New Year, New Books: A Lake District Thriller

Today’s new book came out in 2018, and is published in paperback next week

The Puppet Show by MW Craven

published 2018

Long Meg and Her Daughters, the scene of the third murder, and Castlerigg, the scene of the first, were two of most visually impressive prehistoric monuments in the country. They were internationally-known stone circles. Cumbria also had countless other Neolithic circles, including some that were so small they could only be identified from the air.

Poe didn’t know of any near Cockermouth. He suspected that either the police or the Immolation Man had seen a circle where there wasn’t one. Most fells in Cumbria had naturally occurring rocky outcrops and stone formations, and if you were standing in the middle of one it wouldn’t be too much of a stretch to imagine they’d been strategically by a Stone Age civilisation thousands of years ago.

But Poe was wrong.

There was a stone circle near Cockermouth.

commentary: Apparently there are 68 stone circles in Cumbria in the North of England. That’s a bit worrying, because the serial killer in this book seems set on murdering someone near each of them…

MW Craven, a new author to me, uses his setting to great effect: the book is very much embedded in the Lake District, and the scenery is beautifully described as well as being an important part of the plot. The characters move around the area: Derwentwater and the fells, Carlisle and Keswick play key roles, and all are brought to life. This is Cumbria Noir…

The police service is panicking over the murders by Immolation Man, so they bring back a disgraced detective with the excellent name of Washington Poe. He links up with a young research specialist, Tilly Bradshaw: she has special needs but can deliver the goods. They are an excellent team, and we can only hope that this is the first of a series featuring them. Their relationship and dialogue are hugely entertaining and delightful.

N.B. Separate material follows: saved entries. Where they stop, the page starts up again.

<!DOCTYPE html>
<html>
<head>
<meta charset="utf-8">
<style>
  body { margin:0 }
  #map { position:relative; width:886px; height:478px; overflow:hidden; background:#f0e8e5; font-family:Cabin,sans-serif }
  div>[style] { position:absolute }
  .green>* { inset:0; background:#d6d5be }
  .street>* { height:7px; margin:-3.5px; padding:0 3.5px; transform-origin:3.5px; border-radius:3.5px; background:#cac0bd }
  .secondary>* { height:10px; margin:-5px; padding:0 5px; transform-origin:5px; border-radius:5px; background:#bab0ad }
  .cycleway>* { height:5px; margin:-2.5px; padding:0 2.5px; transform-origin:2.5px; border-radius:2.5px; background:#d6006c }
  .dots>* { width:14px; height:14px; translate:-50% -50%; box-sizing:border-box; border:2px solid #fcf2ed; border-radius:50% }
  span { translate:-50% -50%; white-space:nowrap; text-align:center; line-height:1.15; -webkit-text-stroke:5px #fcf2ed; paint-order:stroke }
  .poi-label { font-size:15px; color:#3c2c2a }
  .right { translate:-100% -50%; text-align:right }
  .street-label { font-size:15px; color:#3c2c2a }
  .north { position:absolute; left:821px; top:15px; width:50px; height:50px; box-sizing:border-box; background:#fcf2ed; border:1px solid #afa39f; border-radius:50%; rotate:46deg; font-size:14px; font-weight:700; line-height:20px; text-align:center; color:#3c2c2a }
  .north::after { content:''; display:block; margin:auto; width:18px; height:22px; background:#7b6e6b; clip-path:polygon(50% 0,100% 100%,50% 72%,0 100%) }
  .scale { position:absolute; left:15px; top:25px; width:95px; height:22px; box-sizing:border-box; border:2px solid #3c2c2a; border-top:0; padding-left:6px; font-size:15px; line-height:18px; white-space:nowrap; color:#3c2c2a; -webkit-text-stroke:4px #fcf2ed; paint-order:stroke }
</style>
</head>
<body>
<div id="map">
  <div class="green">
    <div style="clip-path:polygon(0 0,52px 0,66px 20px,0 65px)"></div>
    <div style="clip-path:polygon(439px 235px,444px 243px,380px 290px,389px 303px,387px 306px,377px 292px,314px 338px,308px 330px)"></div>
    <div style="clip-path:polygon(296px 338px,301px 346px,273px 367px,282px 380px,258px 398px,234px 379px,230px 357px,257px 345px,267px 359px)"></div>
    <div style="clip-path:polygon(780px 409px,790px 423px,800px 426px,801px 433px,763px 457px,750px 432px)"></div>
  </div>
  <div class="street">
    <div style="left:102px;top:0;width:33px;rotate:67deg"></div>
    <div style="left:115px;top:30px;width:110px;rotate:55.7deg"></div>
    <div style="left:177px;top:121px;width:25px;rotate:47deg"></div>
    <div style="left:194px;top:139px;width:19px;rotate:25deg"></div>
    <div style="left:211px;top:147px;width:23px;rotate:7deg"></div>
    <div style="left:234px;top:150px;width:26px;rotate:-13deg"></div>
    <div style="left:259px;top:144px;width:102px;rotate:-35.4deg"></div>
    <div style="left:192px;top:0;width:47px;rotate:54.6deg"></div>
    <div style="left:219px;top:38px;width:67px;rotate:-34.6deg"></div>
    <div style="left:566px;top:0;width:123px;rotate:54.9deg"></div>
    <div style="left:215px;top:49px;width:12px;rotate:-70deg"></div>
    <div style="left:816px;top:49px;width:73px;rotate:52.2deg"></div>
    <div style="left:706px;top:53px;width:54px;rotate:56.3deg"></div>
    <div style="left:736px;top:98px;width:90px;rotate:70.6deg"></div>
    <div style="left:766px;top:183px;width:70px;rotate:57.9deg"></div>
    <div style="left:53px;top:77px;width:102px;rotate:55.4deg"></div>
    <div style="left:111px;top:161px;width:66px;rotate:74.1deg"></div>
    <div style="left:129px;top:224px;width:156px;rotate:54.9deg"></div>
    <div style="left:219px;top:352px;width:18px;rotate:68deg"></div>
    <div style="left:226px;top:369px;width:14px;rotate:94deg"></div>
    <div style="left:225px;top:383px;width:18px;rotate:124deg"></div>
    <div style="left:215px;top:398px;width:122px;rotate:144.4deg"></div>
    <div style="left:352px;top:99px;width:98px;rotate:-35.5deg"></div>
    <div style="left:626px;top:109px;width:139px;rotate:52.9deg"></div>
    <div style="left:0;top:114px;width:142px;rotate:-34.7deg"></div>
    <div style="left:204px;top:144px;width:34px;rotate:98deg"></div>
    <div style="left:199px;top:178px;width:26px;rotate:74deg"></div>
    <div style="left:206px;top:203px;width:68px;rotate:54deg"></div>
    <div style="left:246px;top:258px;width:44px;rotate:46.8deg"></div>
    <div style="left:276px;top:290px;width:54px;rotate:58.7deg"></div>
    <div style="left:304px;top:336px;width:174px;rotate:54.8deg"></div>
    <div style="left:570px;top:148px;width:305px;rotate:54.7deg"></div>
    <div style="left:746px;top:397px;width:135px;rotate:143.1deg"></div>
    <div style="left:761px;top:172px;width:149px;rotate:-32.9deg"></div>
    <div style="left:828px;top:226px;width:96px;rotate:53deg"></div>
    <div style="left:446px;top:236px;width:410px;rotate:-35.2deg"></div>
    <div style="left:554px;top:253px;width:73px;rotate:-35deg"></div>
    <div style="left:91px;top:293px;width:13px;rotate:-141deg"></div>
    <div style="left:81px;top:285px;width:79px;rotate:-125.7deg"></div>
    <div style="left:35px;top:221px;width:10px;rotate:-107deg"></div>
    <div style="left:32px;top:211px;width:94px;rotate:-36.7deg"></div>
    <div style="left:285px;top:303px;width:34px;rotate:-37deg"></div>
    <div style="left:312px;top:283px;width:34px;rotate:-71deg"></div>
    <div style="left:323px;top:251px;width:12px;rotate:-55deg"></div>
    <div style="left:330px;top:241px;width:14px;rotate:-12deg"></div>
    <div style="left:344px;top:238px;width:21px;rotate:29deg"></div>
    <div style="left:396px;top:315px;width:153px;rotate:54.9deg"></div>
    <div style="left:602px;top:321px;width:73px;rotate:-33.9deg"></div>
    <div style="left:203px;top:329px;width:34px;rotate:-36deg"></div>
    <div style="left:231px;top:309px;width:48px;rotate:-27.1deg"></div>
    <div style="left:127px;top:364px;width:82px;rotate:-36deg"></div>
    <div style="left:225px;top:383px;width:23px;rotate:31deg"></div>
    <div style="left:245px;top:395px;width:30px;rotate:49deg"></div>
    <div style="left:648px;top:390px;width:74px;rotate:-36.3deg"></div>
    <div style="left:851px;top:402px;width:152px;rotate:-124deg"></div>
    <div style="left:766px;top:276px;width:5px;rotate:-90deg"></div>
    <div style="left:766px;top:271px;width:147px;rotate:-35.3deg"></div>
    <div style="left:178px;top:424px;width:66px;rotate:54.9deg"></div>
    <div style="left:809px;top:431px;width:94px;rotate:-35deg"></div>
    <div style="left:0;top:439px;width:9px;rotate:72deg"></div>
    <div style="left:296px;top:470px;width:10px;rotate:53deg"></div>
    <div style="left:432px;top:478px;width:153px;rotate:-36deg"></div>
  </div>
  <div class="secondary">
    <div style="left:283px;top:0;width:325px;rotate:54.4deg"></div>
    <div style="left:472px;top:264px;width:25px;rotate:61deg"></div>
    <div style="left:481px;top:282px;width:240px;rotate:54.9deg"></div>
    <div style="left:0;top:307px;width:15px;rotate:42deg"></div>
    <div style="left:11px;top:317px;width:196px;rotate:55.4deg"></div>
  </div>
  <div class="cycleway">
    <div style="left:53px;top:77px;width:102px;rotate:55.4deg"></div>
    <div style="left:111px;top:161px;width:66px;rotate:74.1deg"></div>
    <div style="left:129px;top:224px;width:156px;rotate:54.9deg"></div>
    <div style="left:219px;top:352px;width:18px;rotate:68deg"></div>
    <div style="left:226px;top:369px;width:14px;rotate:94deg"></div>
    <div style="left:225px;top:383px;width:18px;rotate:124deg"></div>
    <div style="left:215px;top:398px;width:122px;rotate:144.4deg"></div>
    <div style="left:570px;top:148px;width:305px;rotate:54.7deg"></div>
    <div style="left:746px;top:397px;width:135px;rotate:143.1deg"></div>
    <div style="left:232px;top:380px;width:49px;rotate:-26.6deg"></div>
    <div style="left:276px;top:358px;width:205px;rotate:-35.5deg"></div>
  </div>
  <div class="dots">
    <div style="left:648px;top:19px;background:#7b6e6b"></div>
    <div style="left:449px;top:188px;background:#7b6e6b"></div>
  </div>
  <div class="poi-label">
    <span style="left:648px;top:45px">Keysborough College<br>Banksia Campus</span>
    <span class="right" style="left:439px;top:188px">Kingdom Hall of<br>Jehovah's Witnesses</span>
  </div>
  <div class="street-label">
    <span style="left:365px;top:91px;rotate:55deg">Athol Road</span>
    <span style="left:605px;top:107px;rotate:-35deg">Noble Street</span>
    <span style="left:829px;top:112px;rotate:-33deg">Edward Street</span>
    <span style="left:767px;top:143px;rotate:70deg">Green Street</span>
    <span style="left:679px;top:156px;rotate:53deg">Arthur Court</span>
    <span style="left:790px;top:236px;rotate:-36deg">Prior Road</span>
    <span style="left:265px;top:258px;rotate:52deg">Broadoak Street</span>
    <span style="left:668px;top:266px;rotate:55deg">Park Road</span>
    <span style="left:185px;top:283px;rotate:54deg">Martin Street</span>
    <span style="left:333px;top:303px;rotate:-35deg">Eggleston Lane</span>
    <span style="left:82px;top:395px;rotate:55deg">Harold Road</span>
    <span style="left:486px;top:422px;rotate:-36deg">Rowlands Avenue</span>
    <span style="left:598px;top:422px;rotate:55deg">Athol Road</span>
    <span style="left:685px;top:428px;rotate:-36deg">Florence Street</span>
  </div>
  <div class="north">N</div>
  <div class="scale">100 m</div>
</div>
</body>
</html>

This is a proper police procedural, with a very gripping step-by-step investigation, and some very clever clues. It is also a true serial killer book, and at times can get very gruesome indeed. That is my only reservation, and I feel I should point that out for those who like a warning. But as you can see from the comments on the cover, below, most people really like this book. It is very confidently-written, it doesn’t read like a debut at all.

The test for Poe and Bradshaw is to try to find what links the killer’s victims, and as usual the answer lies in the past and is uncovered bit by bit - and a very horrible story it is. By the end Poe is left with a moral dilemma, one only resolved in the final words of the book.

The sleuthing goes in all kinds of interesting directions. We learn about the Percontation Point – ‘a little-known notation used to indicate that the sentence is to be taken rhetorically, ironically, or as sarcasm.’ I’d never heard of it, so checked, and yes it is a real thing.

There is full and engrossing use of modern technology, and there is even a visit to a coffee shop in Carlisle that I have been to myself.

There is an exhumation scene – something I always enjoy, I once wrote an article for the Guardian about such events in literature.

With thanks to Jackie for making the connection…

Pictures show Long Meg and Her Daughters, top, Castlerigg, second, and the cover of the paperback – out on Jan 24th.


  1. You had me at the Lake District setting, Moira! And it does sound like a very engrossing police procedural. This one definitely goes on the list!

    1. The setting is intrinsic to the book and done very well. Just remember I warned you that it is violent!

  2. I am in the midst of a group of Canadian crime fiction books but this sounds very interesting. Last spring I visited Stonehenge and found it a powerful experience.

    1. Yes, stone circles certainly evoke atmosphere - whether they are visited or written about! look forward to hearing about your Canadian books.

  3. I've heard good things about this one from a few on-line friends, but I'm not a massive fan of the serial killer book. There are a few authors I'll make an exception for.

    1. I thought this one would be right up your street. I don't think I knew you were averse to serial killers... (in books. I would expect you to be averse in real life!)

  4. I too was attracted by the Lake District setting, but I am definitely off serial killer stories. I am reading one right now, accidentally. So far, that is my only complaint about the book, but it confirms that I just don't like that kind of story. I am sometimes willing to try an author regardless, and sometimes it is worth it, but there is just something (more than one thing, actually) that bothers me about that type of story.

    1. I am not always a huge fan of those books, it depends very much on there being a proper strong story too, and not too much violence just for the sake of it. So this one passed the test.